I did take a bit of time to go over scans between all the back-up drives. There were some discrepancies...I may or may not have mentioned already that Regina and I had decided to add .jpg to the files, and then realized it made the actual file name incorrect due to Windows' need to hide extensions in the explorer view, so we then decided to go back and take it off...unfortunately I discovered this was only happening on the main user's desktop, so I took the time to copy over the correct files in the correct format to the backup flash drive and the backup user account. This also led to see some really bad scans as I was moving through the files...I added 'RESCAN' to the end of the offenders' file names, and hope to go back and re-scan as a group at some point.

Now the bad scans do have a common culprit. The earlier scrapbooks' pages were still attached to their binding when they were scanned, making it very hard to capture some of the items with the Magic Wand, and they were often pasted as far into the seam as they could possibly go, hindering the scanner's reach and smooth movement. I have been "lucky" with the third scrapbook, as acidification has basically separated every leaf from the binding, allowing for free positioning for scanning--scrapbook 3 is, fortunately or unfortunately, basically much more a large folder thank a book at this point.

My view towards the damage may seem flippant, and perhaps it is.
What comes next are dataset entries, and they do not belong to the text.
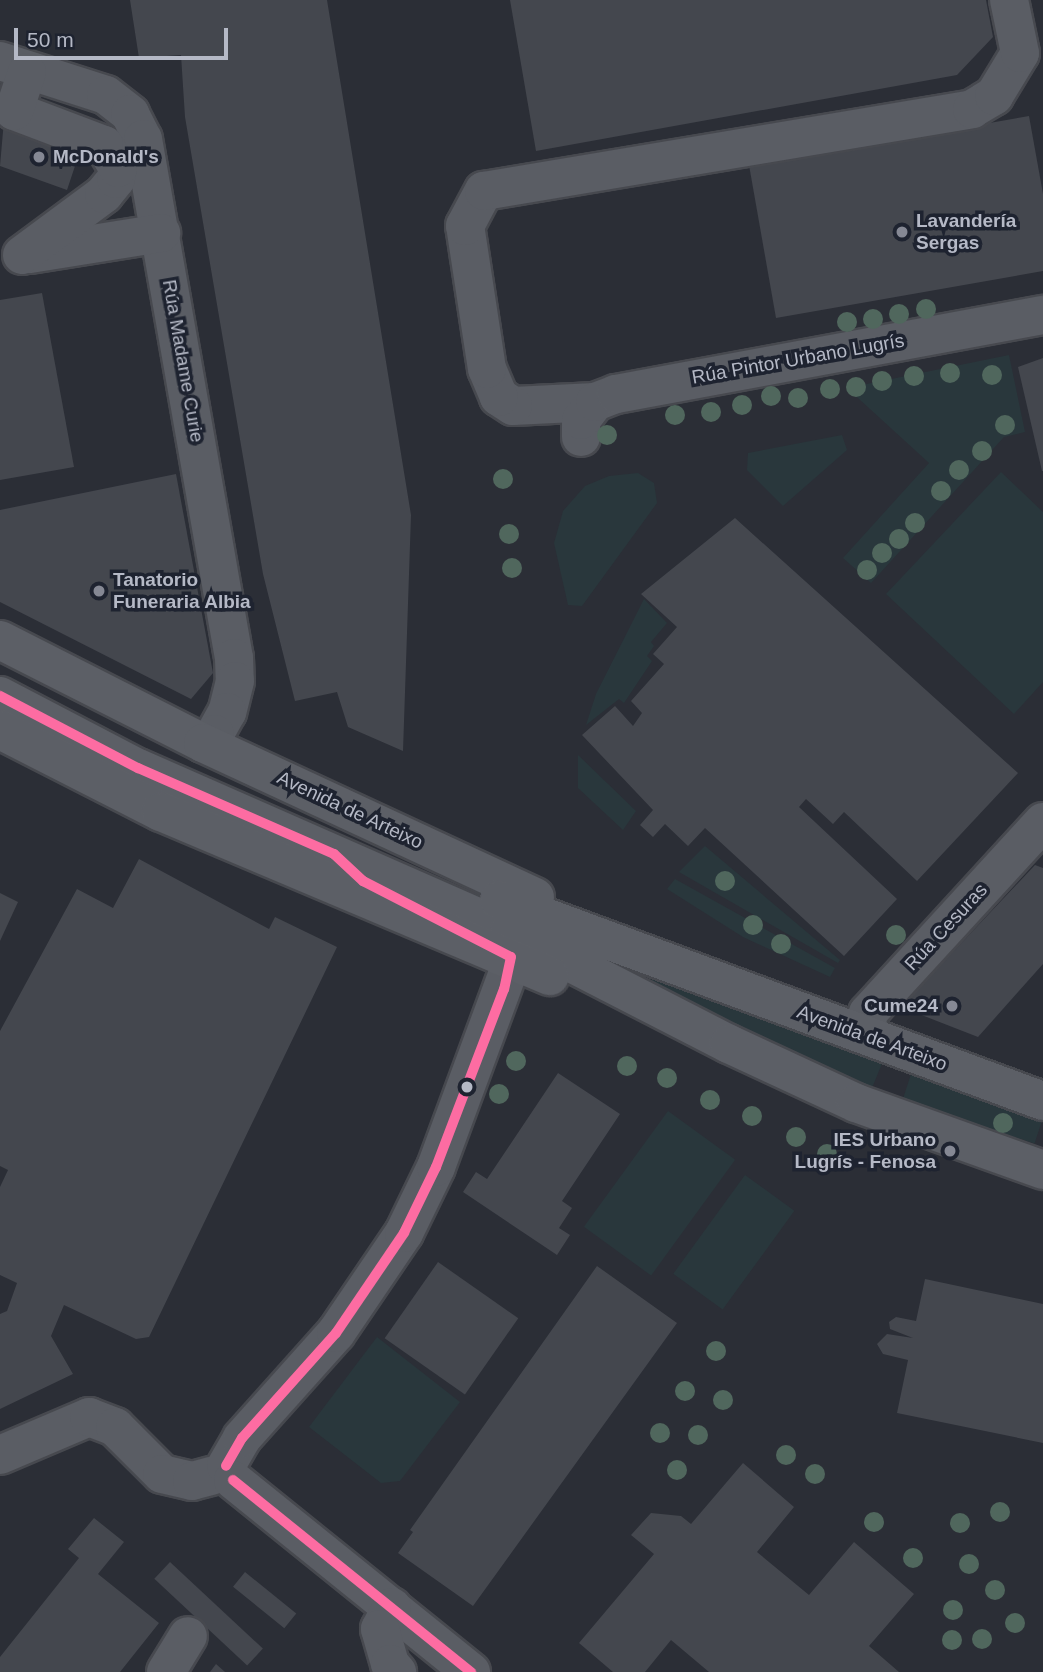 <!DOCTYPE html>
<html>
<head>
<meta charset="utf-8">
<style>
	body { margin:0 }
	#map { position:relative; width:1043px; height:1672px; overflow:hidden; background:#2b2e36; font-family:Helvetica,sans-serif }
	div>[style] { position:absolute }
	.green>* { inset:0; background:#29373c; transform-origin:0 0 }
	.building>* { inset:0; background:#44474e; transform-origin:0 0 }
	.roads { filter:drop-shadow(2px 0 #47494f) drop-shadow(-2px 0 #47494f) drop-shadow(0 2px #47494f) drop-shadow(0 -2px #47494f) }
	.minor>* { height:38px; margin:-19px; padding:0 19px; transform-origin:19px; border-radius:19px; background:#5a5d64 }
	.major>* { height:38px; margin:-19px; padding:0 19px; transform-origin:19px; border-radius:19px; background:#5c5f66 }
	.bus-1>* { height:10px; margin:-5px; padding:0 5px; transform-origin:5px; border-radius:5px; background:#fd6ca2 }
	.trees>* { width:20px; height:20px; margin:-10px; border-radius:50%; background:#50675d }
	.dots>* { width:19px; height:19px; translate:-50% -50%; box-sizing:border-box; border:4px solid #1e2330; border-radius:50% }
	span { translate:-50% -50%; white-space:nowrap; text-align:center; line-height:1.15; -webkit-text-stroke:7px #1e2330; paint-order:stroke }
	.poi-label { font-size:19px; color:#b5b9c6; font-weight:700 }
	.left { translate:0 -50%; text-align:left }
	.right { translate:-100% -50%; text-align:right }
	.street-label { font-size:19px; color:#b5b9c6 }
	.scale { position:absolute; left:14px; top:28px; width:214px; height:32px; box-sizing:border-box; border:4px solid #b5b9c6; border-top:0; padding-left:9px; font-size:21px; line-height:24px; white-space:nowrap; color:#b5b9c6; -webkit-text-stroke:5px #1e2330; paint-order:stroke }
</style>
</head>
<body>
<div id="map">
	<div class="green">
		<div style="clip-path:polygon(1009px 355px,1025px 432px,1004px 437px,871px 583px,843px 558px,929px 463px,847px 388px)"></div>
		<div style="clip-path:polygon(842px 435px,847px 450px,783px 506px,747px 470px,748px 453px)"></div>
		<div style="clip-path:polygon(1001px 472px,1043px 512px,1043px 682px,1014px 714px,886px 594px)"></div>
		<div style="clip-path:polygon(638px 473px,654px 483px,657px 503px,582px 606px,568px 605px,554px 543px,563px 511px,585px 486px,609px 476px)"></div>
		<div style="clip-path:polygon(644px 599px,667px 623px,651px 642px,654px 646px,647px 656px,652px 661px,624px 703px,619px 699px,586px 725px,596px 694px)"></div>
		<div style="clip-path:polygon(578px 755px,636px 811px,623px 830px,578px 788px)"></div>
		<div style="clip-path:polygon(705px 846px,840px 960px,838px 963px,679px 872px)"></div>
		<div style="clip-path:polygon(675px 879px,835px 968px,830px 977px,743px 937px,667px 889px)"></div>
		<div style="clip-path:polygon(658px 973px,883px 1061px,872px 1088px,768px 1046px,648px 983px)"></div>
		<div style="left:911px;top:1074px;width:139px;height:28px;rotate:18deg"></div>
		<div style="left:668px;top:1111px;width:83px;height:143px;rotate:36deg"></div>
		<div style="left:745px;top:1175px;width:61px;height:122px;rotate:36deg"></div>
		<div style="clip-path:polygon(377px 1337px,460px 1402px,400px 1481px,381px 1483px,309px 1427px)"></div>
	</div>
	<div class="building">
		<div style="clip-path:polygon(130px 0,327px 0,411px 515px,403px 751px,348px 727px,337px 692px,295px 701px,263px 574px,185px 117px,181px 55px,139px 58px)"></div>
		<div style="clip-path:polygon(510px 0,986px 0,993px 37px,957px 75px,536px 151px)"></div>
		<div style="clip-path:polygon(1029px 116px,1043px 194px,1043px 271px,776px 318px,749px 165px)"></div>
		<div style="clip-path:polygon(4px 120px,81px 148px,67px 190px,0 166px)"></div>
		<div style="clip-path:polygon(42px 293px,74px 467px,0 480px,0 300px)"></div>
		<div style="clip-path:polygon(1043px 358px,1043px 471px,1042px 471px,1018px 367px)"></div>
		<div style="clip-path:polygon(176px 474px,213px 673px,191px 699px,0 602px,0 510px)"></div>
		<div style="clip-path:polygon(735px 518px,1018px 773px,917px 881px,844px 812px,833px 824px,806px 799px,799px 807px,897px 899px,844px 956px,705px 828px,688px 846px,665px 824px,653px 837px,640px 825px,653px 810px,582px 735px,615px 706px,633px 726px,642px 713px,631px 701px,664px 664px,653px 654px,677px 627px,641px 594px)"></div>
		<div style="clip-path:polygon(139px 859px,269px 929px,275px 917px,337px 947px,149px 1337px,136px 1339px,64px 1305px,51px 1336px,73px 1374px,0 1409px,0 1314px,7px 1311px,17px 1283px,0 1275px,0 1187px,8px 1170px,0 1166px,0 1031px,77px 889px,113px 908px)"></div>
		<div style="clip-path:polygon(1035px 865px,1043px 868px,1043px 964px,978px 1037px,901px 1007px)"></div>
		<div style="clip-path:polygon(0 893px,18px 902px,0 941px)"></div>
		<div style="clip-path:polygon(558px 1073px,620px 1114px,562px 1201px,572px 1208px,559px 1228px,570px 1235px,557px 1255px,463px 1192px,476px 1172px,487px 1179px)"></div>
		<div style="left:438px;top:1262px;width:98px;height:93px;rotate:35deg"></div>
		<div style="clip-path:polygon(597px 1266px,677px 1323px,473px 1606px,398px 1553px,413px 1532px,410px 1530px)"></div>
		<div style="clip-path:polygon(925px 1279px,1043px 1304px,1043px 1443px,897px 1413px,908px 1360px,883px 1354px,877px 1344px,887px 1334px,913px 1338px,890px 1329px,889px 1322px,896px 1317px,916px 1321px)"></div>
		<div style="clip-path:polygon(743px 1463px,794px 1507px,757px 1552px,809px 1595px,854px 1542px,914px 1594px,869px 1646px,899px 1672px,709px 1672px,671px 1640px,645px 1672px,613px 1672px,579px 1643px,654px 1554px,631px 1535px,651px 1513px,681px 1516px,691px 1524px)"></div>
		<div style="clip-path:polygon(94px 1518px,124px 1542px,98px 1574px,159px 1623px,120px 1672px,0 1672px,0 1657px,79px 1558px,68px 1549px)"></div>
		<div style="left:170px;top:1562px;width:127px;height:23px;rotate:43deg"></div>
		<div style="left:245px;top:1572px;width:66px;height:19px;rotate:39deg"></div>
		<div style="clip-path:polygon(216px 1664px,225px 1672px,210px 1672px)"></div>
	</div>
	<div class="roads">
		<div class="minor">
			<div style="left:0;top:61px;width:111px;rotate:17.8deg"></div>
			<div style="left:106px;top:95px;width:31px;rotate:38deg"></div>
			<div style="left:130px;top:114px;width:28px;rotate:63deg"></div>
			<div style="left:143px;top:139px;width:527px;rotate:80.06deg"></div>
			<div style="left:234px;top:658px;width:23px;rotate:88deg"></div>
			<div style="left:235px;top:681px;width:32px;rotate:104deg"></div>
			<div style="left:227px;top:712px;width:25px;rotate:119deg"></div>
			<div style="left:215px;top:734px;width:15px;rotate:143deg"></div>
			<div style="left:30px;top:254px;width:133px;rotate:-9.1deg"></div>
			<div style="left:22px;top:255px;width:102px;rotate:-36.6deg"></div>
			<div style="left:104px;top:194px;width:19px;rotate:-51deg"></div>
			<div style="left:116px;top:179px;width:11px;rotate:-80deg"></div>
			<div style="left:118px;top:168px;width:27px;rotate:-121deg"></div>
			<div style="left:104px;top:145px;width:96px;rotate:-159.3deg"></div>
			<div style="left:14px;top:111px;width:41px;rotate:-71.6deg"></div>
			<div style="left:595px;top:402px;width:82px;rotate:177.2deg"></div>
			<div style="left:513px;top:406px;width:17px;rotate:-147deg"></div>
			<div style="left:499px;top:397px;width:30px;rotate:-113deg"></div>
			<div style="left:487px;top:369px;width:145px;rotate:-98.7deg"></div>
			<div style="left:465px;top:226px;width:40px;rotate:-62deg"></div>
			<div style="left:484px;top:191px;width:495px;rotate:-9.5deg"></div>
			<div style="left:972px;top:109px;width:26px;rotate:-31deg"></div>
			<div style="left:994px;top:96px;width:50px;rotate:-58.8deg"></div>
			<div style="left:1020px;top:53px;width:54px;rotate:-101.7deg"></div>
			<div style="left:581px;top:437px;width:17px;rotate:-90deg"></div>
			<div style="left:581px;top:420px;width:23px;rotate:-52deg"></div>
			<div style="left:595px;top:402px;width:22px;rotate:-21deg"></div>
			<div style="left:616px;top:394px;width:434px;rotate:-10.5deg"></div>
			<div style="left:874px;top:1038px;width:14px;rotate:-120deg"></div>
			<div style="left:867px;top:1026px;width:13px;rotate:-86deg"></div>
			<div style="left:868px;top:1013px;width:259px;rotate:-47.5deg"></div>
			<div style="left:0;top:1455px;width:97px;rotate:-23.1deg"></div>
			<div style="left:89px;top:1417px;width:28px;rotate:21deg"></div>
			<div style="left:115px;top:1427px;width:66px;rotate:45deg"></div>
			<div style="left:162px;top:1474px;width:31px;rotate:13deg"></div>
			<div style="left:192px;top:1481px;width:20px;rotate:-15deg"></div>
			<div style="left:226px;top:1466px;width:32px;rotate:-60deg"></div>
			<div style="left:242px;top:1438px;width:141px;rotate:-48.2deg"></div>
			<div style="left:336px;top:1333px;width:121px;rotate:-55.8deg"></div>
			<div style="left:404px;top:1233px;width:73px;rotate:-64.1deg"></div>
			<div style="left:436px;top:1167px;width:219px;rotate:-69.7deg"></div>
			<div style="left:512px;top:962px;width:13px;rotate:-119deg"></div>
			<div style="left:506px;top:951px;width:21px;rotate:-152deg"></div>
			<div style="left:233px;top:1480px;width:306px;rotate:38.9deg"></div>
			<div style="left:392px;top:1607px;width:25px;rotate:119deg"></div>
			<div style="left:380px;top:1629px;width:36px;rotate:74deg"></div>
			<div style="left:390px;top:1664px;width:11px;rotate:49deg"></div>
			<div style="left:166px;top:1672px;width:42px;rotate:-58.6deg"></div>
		</div>
		<div class="major">
			<div style="left:0;top:640px;width:228px;rotate:26.9deg"></div>
			<div style="left:203px;top:743px;width:366px;rotate:24.9deg"></div>
			<div style="left:0;top:696px;width:156px;rotate:27.6deg"></div>
			<div style="left:138px;top:768px;width:405px;rotate:23.7deg"></div>
			<div style="left:509px;top:931px;width:247px;rotate:27.2deg"></div>
			<div style="left:729px;top:1044px;width:140px;rotate:24.9deg"></div>
			<div style="left:856px;top:1103px;width:199px;rotate:19.7deg"></div>
			<div style="left:0;top:730px;width:181px;rotate:27deg"></div>
			<div style="left:161px;top:812px;width:422px;rotate:22.9deg"></div>
			<div style="left:499px;top:900px;width:580px;rotate:20.28deg"></div>
		</div>
	</div>
	<div class="bus-1">
		<div style="left:0;top:696px;width:156px;rotate:27.6deg"></div>
		<div style="left:138px;top:768px;width:214px;rotate:23.7deg"></div>
		<div style="left:334px;top:854px;width:40px;rotate:43deg"></div>
		<div style="left:363px;top:881px;width:166px;rotate:27.2deg"></div>
		<div style="left:511px;top:957px;width:33px;rotate:102deg"></div>
		<div style="left:504px;top:989px;width:191px;rotate:110.9deg"></div>
		<div style="left:436px;top:1167px;width:73px;rotate:115.9deg"></div>
		<div style="left:404px;top:1233px;width:121px;rotate:124.2deg"></div>
		<div style="left:336px;top:1333px;width:141px;rotate:131.8deg"></div>
		<div style="left:242px;top:1438px;width:32px;rotate:120deg"></div>
		<div style="left:233px;top:1480px;width:306px;rotate:38.9deg"></div>
	</div>
	<div class="trees">
		<div style="left:926px;top:309px"></div>
		<div style="left:899px;top:314px"></div>
		<div style="left:873px;top:319px"></div>
		<div style="left:847px;top:322px"></div>
		<div style="left:950px;top:373px"></div>
		<div style="left:992px;top:375px"></div>
		<div style="left:914px;top:376px"></div>
		<div style="left:882px;top:381px"></div>
		<div style="left:856px;top:387px"></div>
		<div style="left:830px;top:389px"></div>
		<div style="left:771px;top:396px"></div>
		<div style="left:798px;top:398px"></div>
		<div style="left:742px;top:405px"></div>
		<div style="left:711px;top:412px"></div>
		<div style="left:675px;top:415px"></div>
		<div style="left:1005px;top:425px"></div>
		<div style="left:607px;top:435px"></div>
		<div style="left:982px;top:451px"></div>
		<div style="left:959px;top:470px"></div>
		<div style="left:503px;top:479px"></div>
		<div style="left:941px;top:491px"></div>
		<div style="left:915px;top:523px"></div>
		<div style="left:509px;top:534px"></div>
		<div style="left:899px;top:539px"></div>
		<div style="left:882px;top:553px"></div>
		<div style="left:512px;top:568px"></div>
		<div style="left:867px;top:570px"></div>
		<div style="left:725px;top:881px"></div>
		<div style="left:753px;top:925px"></div>
		<div style="left:896px;top:935px"></div>
		<div style="left:781px;top:944px"></div>
		<div style="left:516px;top:1061px"></div>
		<div style="left:627px;top:1066px"></div>
		<div style="left:667px;top:1078px"></div>
		<div style="left:499px;top:1094px"></div>
		<div style="left:710px;top:1100px"></div>
		<div style="left:752px;top:1116px"></div>
		<div style="left:1003px;top:1123px"></div>
		<div style="left:796px;top:1137px"></div>
		<div style="left:827px;top:1154px"></div>
		<div style="left:716px;top:1351px"></div>
		<div style="left:685px;top:1391px"></div>
		<div style="left:723px;top:1400px"></div>
		<div style="left:660px;top:1433px"></div>
		<div style="left:698px;top:1435px"></div>
		<div style="left:786px;top:1455px"></div>
		<div style="left:677px;top:1470px"></div>
		<div style="left:815px;top:1474px"></div>
		<div style="left:1000px;top:1512px"></div>
		<div style="left:874px;top:1522px"></div>
		<div style="left:960px;top:1523px"></div>
		<div style="left:913px;top:1558px"></div>
		<div style="left:969px;top:1564px"></div>
		<div style="left:995px;top:1590px"></div>
		<div style="left:953px;top:1610px"></div>
		<div style="left:1015px;top:1623px"></div>
		<div style="left:982px;top:1639px"></div>
		<div style="left:952px;top:1640px"></div>
	</div>
	<div class="dots">
		<div style="left:39px;top:157px;background:#858894"></div>
		<div style="left:902px;top:232px;background:#858894"></div>
		<div style="left:99px;top:591px;background:#858894"></div>
		<div style="left:952px;top:1006px;background:#858894"></div>
		<div style="left:467px;top:1087px;background:#b5b9c6"></div>
		<div style="left:950px;top:1151px;background:#858894"></div>
	</div>
	<div class="poi-label">
		<span class="left" style="left:53px;top:157px">McDonald's</span>
		<span class="left" style="left:916px;top:232px">Lavandería<br>Sergas</span>
		<span class="left" style="left:113px;top:591px">Tanatorio<br>Funeraria Albia</span>
		<span class="right" style="left:938px;top:1006px">Cume24</span>
		<span class="right" style="left:936px;top:1151px">IES Urbano<br>Lugrís - Fenosa</span>
	</div>
	<div class="street-label">
		<span style="left:798px;top:359px;rotate:-10deg">Rúa Pintor Urbano Lugrís</span>
		<span style="left:183px;top:361px;rotate:80deg">Rúa Madame Curie</span>
		<span style="left:350px;top:810px;rotate:25deg">Avenida de Arteixo</span>
		<span style="left:946px;top:927px;rotate:-47deg">Rúa Cesuras</span>
		<span style="left:872px;top:1038px;rotate:20deg">Avenida de Arteixo</span>
	</div>
	<div class="scale">50 m</div>
</div>
</body>
</html>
Almost all of the articles featured in these scrapbooks are freely available at the archives I am employed by on microfilm, digitally online(albeit in unattractive digitizations), and in their original format (although we do keep those in storage and only use them if the microfilm or digitization is illegible). The value of this project thus lies in separating out these artifacts into a digital collection relating solely to NOMA and its history. It could be argued that once this collection is finalized and described, it may be nice to preserve the original scrapbooks, but the information they hold is not irreplaceable. Rather it is the new NOMA-centric organization of articles that is perhaps the largest value inherent in this project.